╭─ Material to process

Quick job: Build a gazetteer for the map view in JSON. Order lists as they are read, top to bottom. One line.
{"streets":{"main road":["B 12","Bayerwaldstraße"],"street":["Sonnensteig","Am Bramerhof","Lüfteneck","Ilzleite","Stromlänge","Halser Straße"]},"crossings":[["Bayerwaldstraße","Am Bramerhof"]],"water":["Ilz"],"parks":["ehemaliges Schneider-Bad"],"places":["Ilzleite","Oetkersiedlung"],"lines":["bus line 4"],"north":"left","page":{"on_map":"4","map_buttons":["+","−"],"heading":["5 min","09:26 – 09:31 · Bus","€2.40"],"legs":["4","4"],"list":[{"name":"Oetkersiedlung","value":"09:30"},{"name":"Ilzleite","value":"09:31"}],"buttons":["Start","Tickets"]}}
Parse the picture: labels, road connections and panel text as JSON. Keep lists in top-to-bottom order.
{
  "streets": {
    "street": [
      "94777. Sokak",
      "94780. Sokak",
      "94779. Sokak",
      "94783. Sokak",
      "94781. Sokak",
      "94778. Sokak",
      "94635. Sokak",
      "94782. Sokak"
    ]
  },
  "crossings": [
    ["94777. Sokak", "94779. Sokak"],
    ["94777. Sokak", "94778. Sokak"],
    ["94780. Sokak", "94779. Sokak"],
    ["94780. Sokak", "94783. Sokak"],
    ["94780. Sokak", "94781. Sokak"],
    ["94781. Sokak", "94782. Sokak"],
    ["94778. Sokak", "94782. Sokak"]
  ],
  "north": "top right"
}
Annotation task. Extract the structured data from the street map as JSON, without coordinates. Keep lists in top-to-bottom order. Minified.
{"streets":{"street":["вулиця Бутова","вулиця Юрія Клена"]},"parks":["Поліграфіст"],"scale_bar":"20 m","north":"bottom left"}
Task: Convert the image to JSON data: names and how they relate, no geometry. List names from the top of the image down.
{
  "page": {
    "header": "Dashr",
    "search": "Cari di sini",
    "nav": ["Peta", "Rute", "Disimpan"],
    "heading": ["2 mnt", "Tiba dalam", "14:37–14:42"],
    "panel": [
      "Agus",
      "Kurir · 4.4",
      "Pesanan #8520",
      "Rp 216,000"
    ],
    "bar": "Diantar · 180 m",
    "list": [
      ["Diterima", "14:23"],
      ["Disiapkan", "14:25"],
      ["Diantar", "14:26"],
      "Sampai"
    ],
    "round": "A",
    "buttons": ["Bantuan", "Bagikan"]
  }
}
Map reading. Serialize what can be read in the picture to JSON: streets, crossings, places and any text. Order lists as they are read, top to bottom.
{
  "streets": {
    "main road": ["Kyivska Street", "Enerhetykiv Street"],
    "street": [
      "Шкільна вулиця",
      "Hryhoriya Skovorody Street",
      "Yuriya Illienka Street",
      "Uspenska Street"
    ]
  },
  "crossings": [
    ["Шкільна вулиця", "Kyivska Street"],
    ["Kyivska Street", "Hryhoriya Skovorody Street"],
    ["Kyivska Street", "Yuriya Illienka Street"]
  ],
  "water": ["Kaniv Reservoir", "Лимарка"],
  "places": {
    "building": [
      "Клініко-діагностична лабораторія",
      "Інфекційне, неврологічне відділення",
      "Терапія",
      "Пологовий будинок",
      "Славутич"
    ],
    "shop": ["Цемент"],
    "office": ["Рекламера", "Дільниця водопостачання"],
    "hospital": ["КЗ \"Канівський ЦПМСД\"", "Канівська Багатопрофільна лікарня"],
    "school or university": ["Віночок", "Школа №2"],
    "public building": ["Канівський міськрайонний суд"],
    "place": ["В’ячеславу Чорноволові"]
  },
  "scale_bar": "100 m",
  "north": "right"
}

╰─

- Your task -
Nothing in the records may be altered; restate them word for word.

- Solved exercise -
Quick job: Build a gazetteer for the map view in JSON. Order lists as they are read, top to bottom. One line.
{"streets":{"main road":["B 12","Bayerwaldstraße"],"street":["Sonnensteig","Am Bramerhof","Lüfteneck","Ilzleite","Stromlänge","Halser Straße"]},"crossings":[["Bayerwaldstraße","Am Bramerhof"]],"water":["Ilz"],"parks":["ehemaliges Schneider-Bad"],"places":["Ilzleite","Oetkersiedlung"],"lines":["bus line 4"],"north":"left","page":{"on_map":"4","map_buttons":["+","−"],"heading":["5 min","09:26 – 09:31 · Bus","€2.40"],"legs":["4","4"],"list":[{"name":"Oetkersiedlung","value":"09:30"},{"name":"Ilzleite","value":"09:31"}],"buttons":["Start","Tickets"]}}
Parse the picture: labels, road connections and panel text as JSON. Keep lists in top-to-bottom order.
{
  "streets": {
    "street": [
      "94777. Sokak",
      "94780. Sokak",
      "94779. Sokak",
      "94783. Sokak",
      "94781. Sokak",
      "94778. Sokak",
      "94635. Sokak",
      "94782. Sokak"
    ]
  },
  "crossings": [
    ["94777. Sokak", "94779. Sokak"],
    ["94777. Sokak", "94778. Sokak"],
    ["94780. Sokak", "94779. Sokak"],
    ["94780. Sokak", "94783. Sokak"],
    ["94780. Sokak", "94781. Sokak"],
    ["94781. Sokak", "94782. Sokak"],
    ["94778. Sokak", "94782. Sokak"]
  ],
  "north": "top right"
}
Annotation task. Extract the structured data from the street map as JSON, without coordinates. Keep lists in top-to-bottom order. Minified.
{"streets":{"street":["вулиця Бутова","вулиця Юрія Клена"]},"parks":["Поліграфіст"],"scale_bar":"20 m","north":"bottom left"}
Task: Convert the image to JSON data: names and how they relate, no geometry. List names from the top of the image down.
{
  "page": {
    "header": "Dashr",
    "search": "Cari di sini",
    "nav": ["Peta", "Rute", "Disimpan"],
    "heading": ["2 mnt", "Tiba dalam", "14:37–14:42"],
    "panel": [
      "Agus",
      "Kurir · 4.4",
      "Pesanan #8520",
      "Rp 216,000"
    ],
    "bar": "Diantar · 180 m",
    "list": [
      ["Diterima", "14:23"],
      ["Disiapkan", "14:25"],
      ["Diantar", "14:26"],
      "Sampai"
    ],
    "round": "A",
    "buttons": ["Bantuan", "Bagikan"]
  }
}
Map reading. Serialize what can be read in the picture to JSON: streets, crossings, places and any text. Order lists as they are read, top to bottom.
{
  "streets": {
    "main road": ["Kyivska Street", "Enerhetykiv Street"],
    "street": [
      "Шкільна вулиця",
      "Hryhoriya Skovorody Street",
      "Yuriya Illienka Street",
      "Uspenska Street"
    ]
  },
  "crossings": [
    ["Шкільна вулиця", "Kyivska Street"],
    ["Kyivska Street", "Hryhoriya Skovorody Street"],
    ["Kyivska Street", "Yuriya Illienka Street"]
  ],
  "water": ["Kaniv Reservoir", "Лимарка"],
  "places": {
    "building": [
      "Клініко-діагностична лабораторія",
      "Інфекційне, неврологічне відділення",
      "Терапія",
      "Пологовий будинок",
      "Славутич"
    ],
    "shop": ["Цемент"],
    "office": ["Рекламера", "Дільниця водопостачання"],
    "hospital": ["КЗ \"Канівський ЦПМСД\"", "Канівська Багатопрофільна лікарня"],
    "school or university": ["Віночок", "Школа №2"],
    "public building": ["Канівський міськрайонний суд"],
    "place": ["В’ячеславу Чорноволові"]
  },
  "scale_bar": "100 m",
  "north": "right"
}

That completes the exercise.